Temperatures were below 30degF on the morning of the incident. It was found that the steam tracing on the pressure controller on the naphtha surge drum was not in contact with the valve and insulation blankets were not in place. The lack of steam tracing and insulation exposed the valve to cold temperatures, which caused it to malfunction.|
Notes: The event was secured by reducing the level in the compressor interstage drum and restarting the WGC. Additionally, the Flare Gas Recovery Unit remained in operation to reduce the amount of flared gas.
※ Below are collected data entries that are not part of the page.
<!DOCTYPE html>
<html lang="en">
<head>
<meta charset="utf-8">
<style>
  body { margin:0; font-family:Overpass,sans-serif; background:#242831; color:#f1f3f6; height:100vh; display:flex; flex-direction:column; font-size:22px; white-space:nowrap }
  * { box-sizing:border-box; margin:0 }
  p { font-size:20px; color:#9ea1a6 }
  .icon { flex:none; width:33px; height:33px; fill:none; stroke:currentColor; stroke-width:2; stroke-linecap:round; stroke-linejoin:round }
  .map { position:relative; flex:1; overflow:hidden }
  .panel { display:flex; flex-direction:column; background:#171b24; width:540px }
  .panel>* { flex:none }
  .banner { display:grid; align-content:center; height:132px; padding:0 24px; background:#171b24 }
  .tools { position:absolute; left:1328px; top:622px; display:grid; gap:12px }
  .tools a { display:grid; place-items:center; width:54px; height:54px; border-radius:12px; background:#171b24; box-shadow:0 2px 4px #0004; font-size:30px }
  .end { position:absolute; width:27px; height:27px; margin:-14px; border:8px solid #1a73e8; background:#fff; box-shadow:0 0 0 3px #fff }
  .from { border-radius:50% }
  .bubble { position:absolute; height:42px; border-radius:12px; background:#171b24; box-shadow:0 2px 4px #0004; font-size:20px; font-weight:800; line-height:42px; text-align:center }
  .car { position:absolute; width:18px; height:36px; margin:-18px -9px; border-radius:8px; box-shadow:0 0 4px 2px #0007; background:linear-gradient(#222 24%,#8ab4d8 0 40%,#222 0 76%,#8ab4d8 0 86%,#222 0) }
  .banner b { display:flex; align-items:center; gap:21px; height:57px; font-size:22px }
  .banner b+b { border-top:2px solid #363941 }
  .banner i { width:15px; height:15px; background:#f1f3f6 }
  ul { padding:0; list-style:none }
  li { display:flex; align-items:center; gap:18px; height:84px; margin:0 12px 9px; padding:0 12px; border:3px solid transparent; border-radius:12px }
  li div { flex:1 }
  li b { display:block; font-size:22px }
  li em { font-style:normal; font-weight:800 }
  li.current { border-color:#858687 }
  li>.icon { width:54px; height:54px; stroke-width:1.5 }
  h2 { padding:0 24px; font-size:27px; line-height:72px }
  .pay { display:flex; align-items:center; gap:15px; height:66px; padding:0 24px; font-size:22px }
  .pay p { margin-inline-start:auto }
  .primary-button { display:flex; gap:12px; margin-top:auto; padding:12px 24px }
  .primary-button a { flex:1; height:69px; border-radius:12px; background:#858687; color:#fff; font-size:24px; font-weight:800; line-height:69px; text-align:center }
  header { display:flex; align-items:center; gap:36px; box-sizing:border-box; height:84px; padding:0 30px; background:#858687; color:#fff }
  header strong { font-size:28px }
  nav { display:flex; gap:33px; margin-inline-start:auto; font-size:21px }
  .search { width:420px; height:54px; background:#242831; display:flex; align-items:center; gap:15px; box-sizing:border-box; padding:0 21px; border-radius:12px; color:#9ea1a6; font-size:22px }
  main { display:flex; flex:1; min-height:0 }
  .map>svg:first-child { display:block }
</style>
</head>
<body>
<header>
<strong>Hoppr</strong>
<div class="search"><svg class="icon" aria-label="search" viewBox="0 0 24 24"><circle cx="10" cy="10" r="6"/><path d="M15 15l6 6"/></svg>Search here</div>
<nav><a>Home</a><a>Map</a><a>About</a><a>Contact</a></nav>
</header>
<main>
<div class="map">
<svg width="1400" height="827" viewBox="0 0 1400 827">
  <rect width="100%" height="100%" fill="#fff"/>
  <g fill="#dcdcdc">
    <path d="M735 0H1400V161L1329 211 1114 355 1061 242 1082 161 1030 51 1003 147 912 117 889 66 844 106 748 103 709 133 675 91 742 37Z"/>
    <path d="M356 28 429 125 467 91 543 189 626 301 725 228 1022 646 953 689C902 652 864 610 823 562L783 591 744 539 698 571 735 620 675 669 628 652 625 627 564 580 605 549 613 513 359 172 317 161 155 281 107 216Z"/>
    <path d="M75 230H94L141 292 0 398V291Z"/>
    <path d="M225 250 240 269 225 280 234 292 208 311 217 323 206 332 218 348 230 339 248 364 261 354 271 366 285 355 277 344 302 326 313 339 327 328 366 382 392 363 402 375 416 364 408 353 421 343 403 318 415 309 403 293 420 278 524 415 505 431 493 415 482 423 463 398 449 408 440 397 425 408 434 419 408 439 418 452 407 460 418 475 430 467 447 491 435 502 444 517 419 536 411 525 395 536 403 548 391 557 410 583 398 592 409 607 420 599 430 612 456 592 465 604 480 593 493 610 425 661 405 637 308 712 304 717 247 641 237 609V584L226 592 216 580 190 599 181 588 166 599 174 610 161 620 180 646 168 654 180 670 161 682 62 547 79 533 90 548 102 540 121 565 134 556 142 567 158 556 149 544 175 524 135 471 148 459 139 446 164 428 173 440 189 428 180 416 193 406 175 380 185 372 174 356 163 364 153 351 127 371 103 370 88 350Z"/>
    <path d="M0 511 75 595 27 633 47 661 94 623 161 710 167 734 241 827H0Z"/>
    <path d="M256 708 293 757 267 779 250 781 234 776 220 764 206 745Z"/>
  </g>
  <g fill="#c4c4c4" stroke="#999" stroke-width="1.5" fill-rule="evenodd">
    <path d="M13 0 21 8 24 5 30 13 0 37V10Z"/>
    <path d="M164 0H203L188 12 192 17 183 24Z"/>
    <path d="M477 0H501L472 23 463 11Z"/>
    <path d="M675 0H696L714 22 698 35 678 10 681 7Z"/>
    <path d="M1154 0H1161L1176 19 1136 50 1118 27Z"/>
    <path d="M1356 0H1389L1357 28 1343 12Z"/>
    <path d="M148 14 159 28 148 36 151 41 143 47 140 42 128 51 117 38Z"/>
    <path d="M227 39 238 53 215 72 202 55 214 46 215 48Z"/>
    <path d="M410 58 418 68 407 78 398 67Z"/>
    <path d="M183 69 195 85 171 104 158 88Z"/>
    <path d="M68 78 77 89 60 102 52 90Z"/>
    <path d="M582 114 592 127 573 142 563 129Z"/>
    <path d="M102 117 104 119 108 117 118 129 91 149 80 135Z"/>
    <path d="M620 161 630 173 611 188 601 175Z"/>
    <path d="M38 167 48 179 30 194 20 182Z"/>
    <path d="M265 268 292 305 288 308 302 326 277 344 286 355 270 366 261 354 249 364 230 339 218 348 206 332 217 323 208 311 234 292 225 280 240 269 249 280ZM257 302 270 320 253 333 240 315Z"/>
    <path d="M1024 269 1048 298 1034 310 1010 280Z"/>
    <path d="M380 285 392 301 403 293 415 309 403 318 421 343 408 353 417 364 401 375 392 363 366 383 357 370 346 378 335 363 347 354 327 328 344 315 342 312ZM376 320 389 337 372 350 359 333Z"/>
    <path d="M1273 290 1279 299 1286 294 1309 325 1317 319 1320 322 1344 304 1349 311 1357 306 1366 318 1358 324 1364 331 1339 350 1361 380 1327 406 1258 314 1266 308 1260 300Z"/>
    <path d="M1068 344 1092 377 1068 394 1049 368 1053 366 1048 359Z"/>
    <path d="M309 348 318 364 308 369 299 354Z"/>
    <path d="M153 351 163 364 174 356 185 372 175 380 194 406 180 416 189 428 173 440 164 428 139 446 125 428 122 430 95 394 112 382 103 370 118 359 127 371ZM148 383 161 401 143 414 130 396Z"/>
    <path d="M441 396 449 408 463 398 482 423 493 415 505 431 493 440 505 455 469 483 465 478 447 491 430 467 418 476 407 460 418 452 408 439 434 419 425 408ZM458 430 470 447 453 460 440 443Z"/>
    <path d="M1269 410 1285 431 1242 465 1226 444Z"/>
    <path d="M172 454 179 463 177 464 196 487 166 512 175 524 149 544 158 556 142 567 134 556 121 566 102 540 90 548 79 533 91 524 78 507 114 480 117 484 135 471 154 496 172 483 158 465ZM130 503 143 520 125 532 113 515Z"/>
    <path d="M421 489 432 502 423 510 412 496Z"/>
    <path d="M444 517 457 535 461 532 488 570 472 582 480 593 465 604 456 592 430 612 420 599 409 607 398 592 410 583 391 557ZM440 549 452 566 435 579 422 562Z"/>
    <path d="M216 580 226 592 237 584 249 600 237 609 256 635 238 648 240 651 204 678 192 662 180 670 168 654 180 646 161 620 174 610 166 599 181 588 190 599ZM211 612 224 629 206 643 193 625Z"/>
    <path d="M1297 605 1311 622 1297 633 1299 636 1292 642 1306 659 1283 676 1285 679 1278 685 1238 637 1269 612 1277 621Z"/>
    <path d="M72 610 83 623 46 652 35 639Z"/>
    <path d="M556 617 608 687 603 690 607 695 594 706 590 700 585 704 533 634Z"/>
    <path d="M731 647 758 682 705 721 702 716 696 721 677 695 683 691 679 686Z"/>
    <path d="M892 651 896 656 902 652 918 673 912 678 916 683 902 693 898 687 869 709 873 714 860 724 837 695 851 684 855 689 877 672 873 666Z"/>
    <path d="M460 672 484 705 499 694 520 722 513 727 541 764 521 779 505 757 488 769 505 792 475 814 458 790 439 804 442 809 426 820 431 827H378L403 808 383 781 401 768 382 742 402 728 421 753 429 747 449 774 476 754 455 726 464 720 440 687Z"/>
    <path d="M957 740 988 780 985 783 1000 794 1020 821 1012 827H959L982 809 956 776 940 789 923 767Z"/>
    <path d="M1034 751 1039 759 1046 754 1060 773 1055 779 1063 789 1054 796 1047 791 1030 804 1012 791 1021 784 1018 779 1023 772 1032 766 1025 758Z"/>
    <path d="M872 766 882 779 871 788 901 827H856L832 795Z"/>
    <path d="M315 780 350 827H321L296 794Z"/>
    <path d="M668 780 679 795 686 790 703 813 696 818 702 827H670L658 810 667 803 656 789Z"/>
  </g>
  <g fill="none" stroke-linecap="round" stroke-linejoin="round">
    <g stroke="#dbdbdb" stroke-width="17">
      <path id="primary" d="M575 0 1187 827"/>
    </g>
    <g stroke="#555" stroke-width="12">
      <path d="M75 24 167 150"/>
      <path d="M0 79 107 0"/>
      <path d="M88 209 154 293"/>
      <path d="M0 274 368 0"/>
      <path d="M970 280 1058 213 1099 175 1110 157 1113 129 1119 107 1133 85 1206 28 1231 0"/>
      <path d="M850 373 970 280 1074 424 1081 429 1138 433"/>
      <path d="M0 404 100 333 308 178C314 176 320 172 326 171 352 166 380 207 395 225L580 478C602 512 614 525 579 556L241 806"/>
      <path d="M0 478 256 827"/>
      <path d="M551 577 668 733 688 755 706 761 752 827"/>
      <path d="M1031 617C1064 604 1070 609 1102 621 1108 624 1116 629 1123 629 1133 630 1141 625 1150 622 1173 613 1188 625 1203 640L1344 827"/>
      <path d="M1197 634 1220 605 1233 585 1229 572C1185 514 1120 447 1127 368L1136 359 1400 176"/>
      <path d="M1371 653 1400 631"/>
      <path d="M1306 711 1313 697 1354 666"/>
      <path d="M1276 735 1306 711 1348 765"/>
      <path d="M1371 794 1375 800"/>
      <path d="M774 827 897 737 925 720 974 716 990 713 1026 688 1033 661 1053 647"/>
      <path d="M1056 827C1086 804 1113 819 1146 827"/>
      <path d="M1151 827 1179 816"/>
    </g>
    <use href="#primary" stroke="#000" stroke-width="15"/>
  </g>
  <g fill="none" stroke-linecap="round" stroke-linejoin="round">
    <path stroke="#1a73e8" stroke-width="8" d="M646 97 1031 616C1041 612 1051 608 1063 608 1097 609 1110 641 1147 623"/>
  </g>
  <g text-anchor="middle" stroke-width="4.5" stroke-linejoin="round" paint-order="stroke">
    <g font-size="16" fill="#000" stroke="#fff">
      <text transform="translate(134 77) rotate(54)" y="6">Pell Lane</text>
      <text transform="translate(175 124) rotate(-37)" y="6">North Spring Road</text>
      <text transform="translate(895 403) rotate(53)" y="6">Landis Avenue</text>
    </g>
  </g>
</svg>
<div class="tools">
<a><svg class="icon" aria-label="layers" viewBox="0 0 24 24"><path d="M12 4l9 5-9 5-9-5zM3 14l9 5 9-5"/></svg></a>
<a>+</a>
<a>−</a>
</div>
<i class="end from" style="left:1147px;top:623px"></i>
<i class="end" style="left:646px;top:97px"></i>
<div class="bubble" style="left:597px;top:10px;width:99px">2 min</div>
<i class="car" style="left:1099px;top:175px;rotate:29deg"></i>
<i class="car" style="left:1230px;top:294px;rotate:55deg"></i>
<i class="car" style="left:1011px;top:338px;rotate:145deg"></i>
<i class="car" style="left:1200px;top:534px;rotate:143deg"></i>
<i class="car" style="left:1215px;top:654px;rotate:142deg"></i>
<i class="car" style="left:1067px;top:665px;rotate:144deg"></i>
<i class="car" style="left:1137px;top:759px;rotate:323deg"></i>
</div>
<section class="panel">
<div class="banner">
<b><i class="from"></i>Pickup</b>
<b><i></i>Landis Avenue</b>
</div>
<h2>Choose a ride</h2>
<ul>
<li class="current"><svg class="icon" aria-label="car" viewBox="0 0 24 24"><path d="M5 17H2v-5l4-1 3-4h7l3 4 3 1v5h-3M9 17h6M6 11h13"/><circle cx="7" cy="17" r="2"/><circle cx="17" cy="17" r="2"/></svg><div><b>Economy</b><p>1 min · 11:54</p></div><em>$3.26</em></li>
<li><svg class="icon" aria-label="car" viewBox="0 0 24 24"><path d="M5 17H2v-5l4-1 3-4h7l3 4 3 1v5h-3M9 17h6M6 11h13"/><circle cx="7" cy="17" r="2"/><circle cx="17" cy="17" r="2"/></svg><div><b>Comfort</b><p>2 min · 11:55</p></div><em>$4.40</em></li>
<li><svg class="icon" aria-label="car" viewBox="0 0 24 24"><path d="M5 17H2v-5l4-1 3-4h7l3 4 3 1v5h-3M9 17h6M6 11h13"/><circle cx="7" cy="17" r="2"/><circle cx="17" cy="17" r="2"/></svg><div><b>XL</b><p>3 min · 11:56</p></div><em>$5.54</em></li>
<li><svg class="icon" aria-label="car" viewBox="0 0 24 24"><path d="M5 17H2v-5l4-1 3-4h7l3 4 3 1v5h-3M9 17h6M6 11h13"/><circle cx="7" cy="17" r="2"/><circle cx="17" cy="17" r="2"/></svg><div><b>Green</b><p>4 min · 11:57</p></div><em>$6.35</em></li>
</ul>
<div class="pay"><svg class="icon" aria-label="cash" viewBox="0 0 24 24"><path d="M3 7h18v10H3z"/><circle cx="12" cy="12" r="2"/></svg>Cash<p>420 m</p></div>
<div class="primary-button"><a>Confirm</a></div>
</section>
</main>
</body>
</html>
The following corrective measures have been identified to prevent recurrence: 1. Review this incident with affected personnel. 2. Review and revise as need the freeze protection guidelines. 3-7. Create a pre-winter checklist to identify and correct tracing and insulation issues for Complexes I-V. 8. Repair the steam tracing and insulation for PCV-53-471, LV-53-472, LV-53-020, and LV-53-038. The Reportable Quantity for SO2 was exceeded.